The problem is that I use Instagram a bit like I used Pinterest. I save a ton of stuff, but I never go back and look at what I’ve saved (which is why I stopped using Pinterest). In fact, for a long time I saved stuff on Instagram without even knowing how to access the posts I had saved. I finally figured it out, but I always forget to go back and look at them.
Oh my God, all this color, this pattern, this texture and this happiness!! And I just kept scrolling…
I don’t understand why my mind is wired this way, but it’s like I can’t get enough of it. I never have enough colors or patterns. I want all the colors in my house. I want all the textures and all the patterns (but especially flowers, plants and birds with a lot of geometric patterns mixed in).
And as I was going through all these images, it dawned on me. Do you know what my biggest decorating mistake is?
It’s not really something that came to mind last night. This thought hit me like a ton of bricks the other day when I posted about my orange lamp makeover, and I rummaged through old photos to find a picture of the lamp in its original condition. The photo I found showed the lamp in the first living room makeover I did in this house, and it made me sad. This room looked so depressing to me. I almost hate posting it here and ruining all this colorful happiness going on in this post, so you can click here to see it.
I said the other day that the first makeover of the living room was like I was decorating this room for someone else. And in a way, I was. I was decorating for what I thought was “mature, grown-up Kristi,” whoever that was.
I just remember having so much fun with the colors, patterns and textures in the condo, but when we bought the house, I thought it was time to leave this “childish” thing behind and create an “mature” space for us in the new house.
It took me a while to turn the pendulum the other way and embrace the fact that I love color, and a lot of them. And as I get older, I don’t see any signs of this discoloration. In fact, my love of color and my need for color seem to be getting stronger every day.

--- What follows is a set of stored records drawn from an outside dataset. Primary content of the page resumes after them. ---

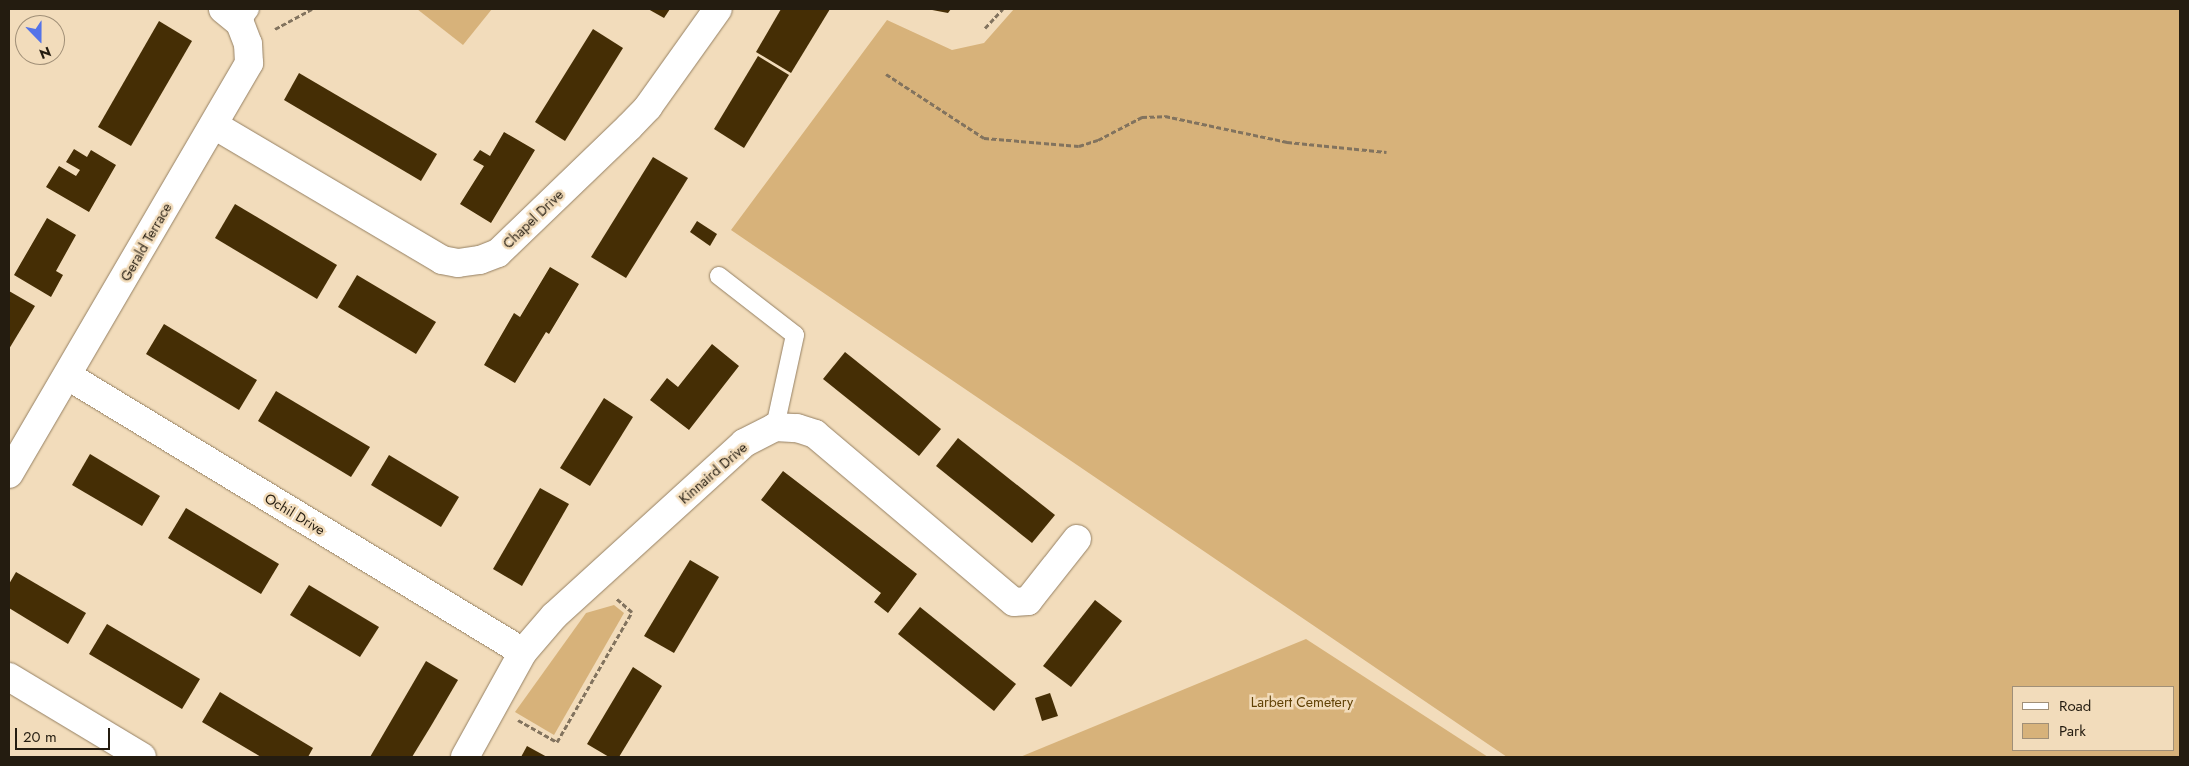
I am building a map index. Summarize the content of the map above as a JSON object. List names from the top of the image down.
{
  "streets": {
    "street": [
      "Chapel Drive",
      "Gerald Terrace",
      "Kinnaird Drive",
      "Ochil Drive"
    ]
  },
  "crossings": [
    ["Chapel Drive", "Gerald Terrace"],
    ["Gerald Terrace", "Ochil Drive"],
    ["Kinnaird Drive", "Ochil Drive"]
  ],
  "parks": ["Larbert Cemetery"],
  "legend": ["Road", "Park"],
  "scale_bar": "20 m",
  "north": "bottom"
}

And that brings me to my #1 favorite room on Instagram right now. Ready? Here it is…
Yes, I’m definitely playing it too safe. I can’t stop looking at this picture.
So why am I so attracted to rooms like this, and yet I live in a house with neutral walls in every room I’ve worked on so far?
I don’t know, honestly. But I want to learn to follow my heart and my vision more. I want to learn to be bold and stop being so easily influenced by other people’s opinions. I need to learn that when someone says: “Oh, I think you should have painted this white instead of a color” or “I think you need more neutral and less color”, then this person clearly does not know me, and his opinion probably should not be weighted in the same way as my own opinion. I need to learn to get out of my way and stop doubting myself.
I really have no idea where I’m going with this. These are just the thoughts of a woman who loves color and can’t seem to get out of her way. I want to stop playing it safe, and I want to learn how to free my creative mind and let my love of color really guide my decorating decisions.